Brian Keith Banks (born July 24, 1985) is a former American football player who was falsely accused of rape.

Mr Banks was a standout high school football star at Polytechnic High School (Poly) in Long Beach, California. In 2002, his Junior year, he verbally committed to USC. After being falsely accused of rape by classmate Wanetta Gibson, he spent close to six years imprisoned and five years on parole. In 2012, his conviction was overturned when his accuser confessed that she had fabricated the entire story.

Mr Banks lost his best years for professional football while incarcerated. Despite this Mr Banks sought to resume his football career following his exoneration. Mr Banks played for the now-defunct United Football League (UFL), attending mini-camps for several NFL teams. Mr Banks later signed as an undrafted free agent with the Las Vegas Locomotives of the United Football League (UFL) in 2012 and with the Atlanta Falcons of the National Football League (NFL) on April 3, 2013.

False Accusation

In the summer of 2002, aged 16, Banks was arrested and charged after classmate Wanetta Gibson falsely accused him of dragging her into a stairway and raping her. He was expelled from Long Beach Polytechnic High School right after being taken into custody and placed at Juvenile Hall. Shawn Ashley, who was a co-principal of Long Beach Poly High, had claimed that Banks would not be allowed back on campus regardless of any jurisdictional outcome. Faced with a possible 41 years to life sentence, he accepted a plea bargain that included five years in prison, five years of probation, and registering as a sex offender. Banks stated that his lawyer had said that by pleading no contest he would receive probation, but no jail time.

Gibson and her mother Wanda Rhodes sued the Long Beach Unified School District, claiming the Poly campus was not a safe environment, and won a $1.5 million settlement.

Confession of False Accusation

In March 2011, Gibson contacted Banks on Facebook, met with him, and admitted in the presence of a private investigator Banks had hired that she had fabricated the story. Banks secretly recorded Gibson's confession, but she later (according to Banks and his private investigator) refused to tell prosecutors that she had lied so that she wouldn’t have to return the money she and her family had won in court. It is unclear why she made the initial false accusation.[1][2]

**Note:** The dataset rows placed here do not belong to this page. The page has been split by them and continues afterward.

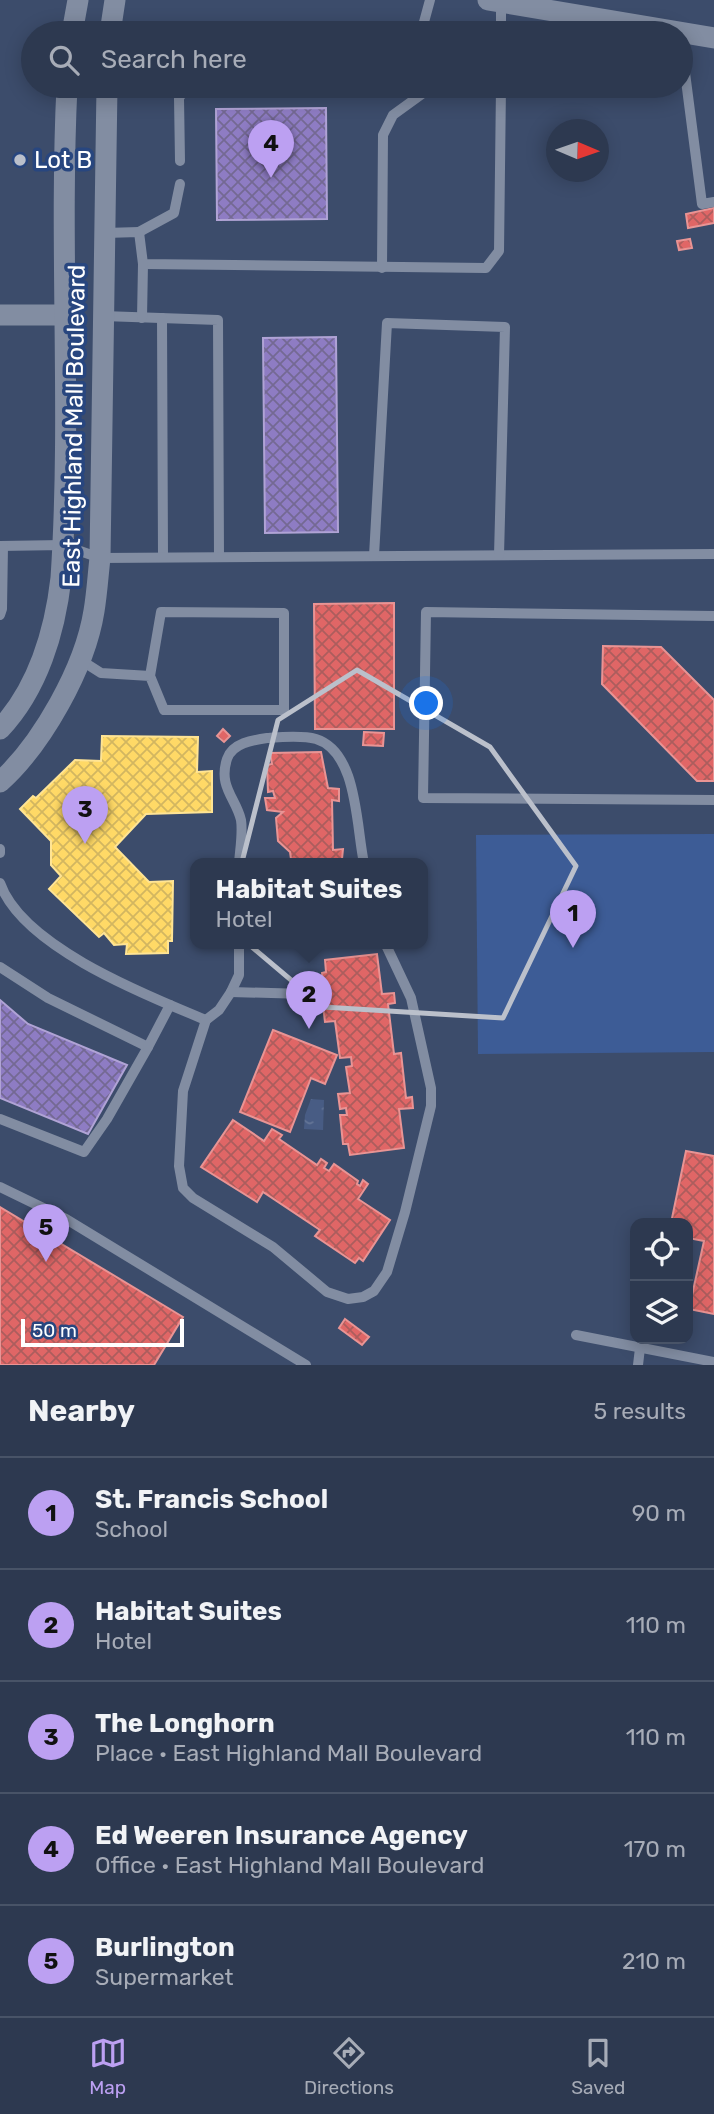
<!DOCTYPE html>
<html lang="en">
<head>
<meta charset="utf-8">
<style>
	body { margin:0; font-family:Rubik,sans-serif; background:#354057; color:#f1f3f6 }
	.controls { position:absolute; right:21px; bottom:21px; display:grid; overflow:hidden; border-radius:14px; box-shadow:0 4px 18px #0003 }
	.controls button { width:63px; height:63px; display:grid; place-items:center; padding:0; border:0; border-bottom:2px solid #485367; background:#2d3950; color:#f1f3f6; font:35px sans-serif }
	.compass { position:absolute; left:546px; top:119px; width:63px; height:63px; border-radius:50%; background:#2d3950; box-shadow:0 4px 18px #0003; rotate:92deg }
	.scale { position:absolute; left:21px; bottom:18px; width:163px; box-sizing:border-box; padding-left:7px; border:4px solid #fff; border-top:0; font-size:19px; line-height:24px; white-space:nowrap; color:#fff; -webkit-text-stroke:5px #28467f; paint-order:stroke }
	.you { position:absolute; left:427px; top:704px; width:24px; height:24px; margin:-18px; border:5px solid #fff; border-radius:50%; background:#1a73e8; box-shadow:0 0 0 10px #1a73e833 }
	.badge { display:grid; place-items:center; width:46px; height:46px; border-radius:50%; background:#bca0f2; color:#111; font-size:23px; font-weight:700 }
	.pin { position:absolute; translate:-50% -58px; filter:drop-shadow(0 2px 4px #0008) }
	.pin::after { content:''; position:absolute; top:37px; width:24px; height:21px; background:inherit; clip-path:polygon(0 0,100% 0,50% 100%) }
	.popup { position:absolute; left:190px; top:858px; width:238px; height:91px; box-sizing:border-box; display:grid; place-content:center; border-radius:14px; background:#2d3950; filter:drop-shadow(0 2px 5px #0005); font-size:23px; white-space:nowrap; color:#a7acb7 }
	.popup b { font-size:26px; color:#f1f3f6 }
	.popup::after { content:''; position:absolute; left:50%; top:100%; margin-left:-14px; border:14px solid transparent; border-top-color:#2d3950 }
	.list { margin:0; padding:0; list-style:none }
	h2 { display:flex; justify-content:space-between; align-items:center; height:91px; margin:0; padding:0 28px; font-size:30px }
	h2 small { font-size:23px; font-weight:400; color:#a7acb7 }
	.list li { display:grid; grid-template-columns:46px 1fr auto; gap:21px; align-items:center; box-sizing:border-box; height:112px; padding:0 28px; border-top:2px solid #485367 }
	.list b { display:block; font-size:26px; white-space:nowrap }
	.list p { margin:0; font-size:23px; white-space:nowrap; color:#a7acb7 }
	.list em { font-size:23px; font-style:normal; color:#a7acb7 }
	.icon { flex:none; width:38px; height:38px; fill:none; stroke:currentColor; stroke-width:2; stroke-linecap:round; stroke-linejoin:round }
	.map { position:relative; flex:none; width:714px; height:1365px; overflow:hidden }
	.search { position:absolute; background:#2d3950; box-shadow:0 4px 18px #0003; left:21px; right:21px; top:21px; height:77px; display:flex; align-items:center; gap:18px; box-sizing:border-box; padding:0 24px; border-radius:38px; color:#a7acb7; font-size:26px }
	.sheet { height:651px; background:#2d3950 }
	nav { display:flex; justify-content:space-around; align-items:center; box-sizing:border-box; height:98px; border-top:2px solid #485367; background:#2d3950; font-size:19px; color:#a7acb7 }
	nav a { display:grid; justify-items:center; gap:4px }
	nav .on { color:#bca0f2 }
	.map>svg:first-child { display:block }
	.grass { fill:#3d5c96 }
	.water { fill:url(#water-ripples) }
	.homes { fill:url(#homes-cross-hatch); stroke:#ffe494; stroke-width:2 }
	.shops { fill:url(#shops-cross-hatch); stroke:#e99494; stroke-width:2 }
	.offices { fill:url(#offices-cross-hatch); stroke:#b0a3d5; stroke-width:2 }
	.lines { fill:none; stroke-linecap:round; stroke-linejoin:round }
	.lane { stroke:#828da2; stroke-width:10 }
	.street { stroke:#828da2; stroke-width:21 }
	.marked { fill:none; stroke:#bbc0cb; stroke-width:5; stroke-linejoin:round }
	.poi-dot { fill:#bbc0cb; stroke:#28467f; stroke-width:2.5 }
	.labels { text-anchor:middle; stroke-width:7; stroke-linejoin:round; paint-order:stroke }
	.poi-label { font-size:24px; fill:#fff; stroke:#28467f; text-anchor:start }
	.street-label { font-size:24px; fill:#fff; stroke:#28467f }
</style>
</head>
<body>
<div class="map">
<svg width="714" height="1365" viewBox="0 0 714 1365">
	<defs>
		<pattern id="water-ripples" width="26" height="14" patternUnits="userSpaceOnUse" patternTransform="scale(1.75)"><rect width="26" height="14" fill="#485c84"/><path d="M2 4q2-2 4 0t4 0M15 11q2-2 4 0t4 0" fill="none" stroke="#637496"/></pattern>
		<pattern id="homes-cross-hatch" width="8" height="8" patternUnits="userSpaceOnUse" patternTransform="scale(1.75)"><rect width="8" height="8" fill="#ffd966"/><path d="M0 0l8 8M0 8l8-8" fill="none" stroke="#d2b660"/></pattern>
		<pattern id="shops-cross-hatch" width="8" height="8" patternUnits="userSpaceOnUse" patternTransform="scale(1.75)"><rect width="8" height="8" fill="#e06666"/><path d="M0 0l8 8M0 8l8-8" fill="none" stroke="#ac5d5d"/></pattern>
		<pattern id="offices-cross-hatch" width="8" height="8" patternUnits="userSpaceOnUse" patternTransform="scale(1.75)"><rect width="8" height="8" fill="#8e7cc3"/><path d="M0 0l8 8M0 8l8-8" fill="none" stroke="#746993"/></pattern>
	</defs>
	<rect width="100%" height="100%" fill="#3c4c6b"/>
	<path class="grass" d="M714 834V1052L478 1054 476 835Z"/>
	<path class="water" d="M311 1099 324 1100 323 1130 304 1129 305 1115Z"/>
	<path class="homes" d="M102 736 198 737 197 772 212 771V812L146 814 115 847 149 882 173 881 172 941H168V953L126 954 127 944 114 945 104 933 99 937 49 889 61 876 51 865V841L20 809 33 796 36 798 75 760 101 761Z"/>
	<g class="shops">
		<path d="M714 208V223L688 228 686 214Z"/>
		<path d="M690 239 692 248 679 250 677 241Z"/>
		<path d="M394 603V729H315L314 604Z"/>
		<path d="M603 646 661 647 714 700V781H697L602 684Z"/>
		<path d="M223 729 230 736 224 742 217 736Z"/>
		<path d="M364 732 384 733 383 746 363 745Z"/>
		<path d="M321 752 328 788 339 789V801L332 800 333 850 343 849 342 859 346 863H287L291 859 290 852 278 841 276 818 283 812 267 810 265 798H275L273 791 268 792 267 765 272 764 270 753Z"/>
		<path d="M283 943H332V947L286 948Z"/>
		<path d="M377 954 382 994 394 993 395 1003 388 1004 394 1054 401 1053 406 1098 412 1097 413 1108 399 1109 404 1148 350 1155 348 1144H343L340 1115H347L346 1108 340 1109 338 1094 350 1093 346 1067 352 1066 351 1057 340 1058 335 1021 325 1022 323 1006H326L322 973 326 972 325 960Z"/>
		<path d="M273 1030 337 1055 325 1084 311 1078 290 1132 240 1112Z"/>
		<path d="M233 1120 264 1141 272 1129 282 1135 279 1139 317 1165 321 1159 327 1163 324 1168 329 1171 334 1164 358 1181 357 1184 360 1186 363 1180 368 1184 358 1199 390 1220 363 1261 359 1258 355 1263 315 1236 320 1230 263 1192 257 1202 201 1167Z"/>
		<path d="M686 1151 714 1156V1314L689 1309 704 1241 688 1238V1223H671Z"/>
		<path d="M0 1207 183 1317 154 1365H0Z"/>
		<path d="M345 1319 369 1337 362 1345 339 1328Z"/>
	</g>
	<g class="offices">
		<path d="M326 108 327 219 217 220 216 109Z"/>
		<path d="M336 337 338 532 265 533 263 338Z"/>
		<path d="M0 1000 28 1024 127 1065 88 1134 0 1098Z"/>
	</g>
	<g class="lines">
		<g class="lane">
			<path d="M421 33 430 0"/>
			<path d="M501 33V2"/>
			<path d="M681 42 702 204 714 202"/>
			<path d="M180 161 179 98 187 86"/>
			<path d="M139 232 174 213 180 184"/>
			<path d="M105 233 139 232 143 264 486 268 499 251 501 86"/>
			<path d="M382 268 383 135 393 115 433 86"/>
			<path d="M103 316 218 320 219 557"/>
			<path d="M142 318 143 264"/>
			<path d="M162 318 163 557"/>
			<path d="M0 546 63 545 100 558 714 554"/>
			<path d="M374 556 387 323 505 327 499 555"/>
			<path d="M0 615 2 609 3 546"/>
			<path d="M714 616 426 612 423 798 714 800"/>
			<path d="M79 659 101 673 150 676 164 710H284V613L161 612 150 676"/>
			<path d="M0 849V853"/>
			<path d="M239 863C240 850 243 833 241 820 236 798 218 787 227 759 232 743 253 740 267 738 281 737 302 735 316 739 358 752 356 827 364 863"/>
			<path d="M0 883C22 947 148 996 206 1020"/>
			<path d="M239 943V975L231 992 219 1010 206 1020 183 1091 179 1166 183 1188 193 1198 273 1247 327 1292 348 1299 363 1297 374 1291 387 1272 405 1212 431 1106V1088L411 998 385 943"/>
			<path d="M0 967 48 998 148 1047 107 1119 84 1152 0 1119"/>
			<path d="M231 992 306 994"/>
			<path d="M148 1047 170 1005"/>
			<path d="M0 1187 66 1219 306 1365"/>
			<path d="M576 1335 714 1362"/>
			<path d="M638 1365 640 1348"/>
		</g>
		<g class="street">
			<path d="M488 0 714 38"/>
			<path d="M72 33 78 0"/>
			<path d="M110 33 115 0"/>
			<path d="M0 315H66"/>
			<path d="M0 729C38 689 55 631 61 578 72 414 59 249 67 86"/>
			<path d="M0 782C42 744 85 668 94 611 97 593 98 575 100 558L107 86"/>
		</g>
	</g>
	<path class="marked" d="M357 670 490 747 576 866 503 1018 323 1007 226 925 278 720Z"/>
	<circle class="poi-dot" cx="20" cy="160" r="7"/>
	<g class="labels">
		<g class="poi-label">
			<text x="34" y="168">Lot B</text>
		</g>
		<g class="street-label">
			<text transform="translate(74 426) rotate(-89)" y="8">East Highland Mall Boulevard</text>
		</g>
	</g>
</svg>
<div class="controls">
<button><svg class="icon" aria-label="locate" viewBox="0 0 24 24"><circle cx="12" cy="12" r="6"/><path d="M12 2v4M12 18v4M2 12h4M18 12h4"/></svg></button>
<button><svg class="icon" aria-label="layers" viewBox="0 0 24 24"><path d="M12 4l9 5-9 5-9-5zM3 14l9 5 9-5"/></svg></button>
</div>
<svg class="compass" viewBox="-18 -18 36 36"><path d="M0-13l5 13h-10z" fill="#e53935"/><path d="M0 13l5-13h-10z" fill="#a7acb7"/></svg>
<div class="scale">50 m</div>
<div class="you"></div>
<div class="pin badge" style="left:573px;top:948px">1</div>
<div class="pin badge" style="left:309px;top:1029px">2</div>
<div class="popup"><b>Habitat Suites</b>Hotel</div>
<div class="pin badge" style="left:85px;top:844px">3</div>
<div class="pin badge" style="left:271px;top:178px">4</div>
<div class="pin badge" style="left:46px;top:1262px">5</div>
<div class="search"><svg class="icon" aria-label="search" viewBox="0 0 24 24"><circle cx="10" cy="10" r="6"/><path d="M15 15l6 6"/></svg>Search here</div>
</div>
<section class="sheet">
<h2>Nearby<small>5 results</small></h2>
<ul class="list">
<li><span class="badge">1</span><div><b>St. Francis School</b><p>School</p></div><em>90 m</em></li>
<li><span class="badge">2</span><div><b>Habitat Suites</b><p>Hotel</p></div><em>110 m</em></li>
<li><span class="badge">3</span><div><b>The Longhorn</b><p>Place · East Highland Mall Boulevard</p></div><em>110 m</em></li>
<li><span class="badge">4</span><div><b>Ed Weeren Insurance Agency</b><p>Office · East Highland Mall Boulevard</p></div><em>170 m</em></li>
<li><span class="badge">5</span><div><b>Burlington</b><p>Supermarket</p></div><em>210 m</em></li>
</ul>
</section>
<nav>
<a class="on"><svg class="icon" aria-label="map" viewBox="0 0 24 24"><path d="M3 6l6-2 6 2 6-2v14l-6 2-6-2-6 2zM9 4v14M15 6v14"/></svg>Map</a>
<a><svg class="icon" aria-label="directions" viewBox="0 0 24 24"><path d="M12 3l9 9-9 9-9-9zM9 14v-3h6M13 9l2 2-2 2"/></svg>Directions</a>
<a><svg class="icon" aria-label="saved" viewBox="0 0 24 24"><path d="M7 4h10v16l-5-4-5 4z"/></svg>Saved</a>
</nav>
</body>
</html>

California Innocence Project

Prior to the taped confession, Banks had asked for help from the California Innocence Project (CIP), a nonprofit law school clinic run by the San Diego-based California Western School of Law that investigates and litigates cases of actual innocence. At that time, however, there had not been sufficient evidence of Banks's innocence for them to take on the case. However, after the confession, CIP decided to make it the organization's first case involving a wrongfully convicted person who had already been released from prison.

The video evidence was not admissible in court because the video had been made without Gibson's knowledge or consent and was not accompanied by a signed confession from her. However, CIP was instrumental in putting together additional evidence supporting Banks' story, which led the district attorney to ask the judge to reverse the conviction on May 24, 2012. Banks was also relieved of his record as a sex offender, allowing him to resume his sports career.

Banks supports CIP in its efforts on behalf of the wrongly convicted, participating in CIP's 2013 Innocence March.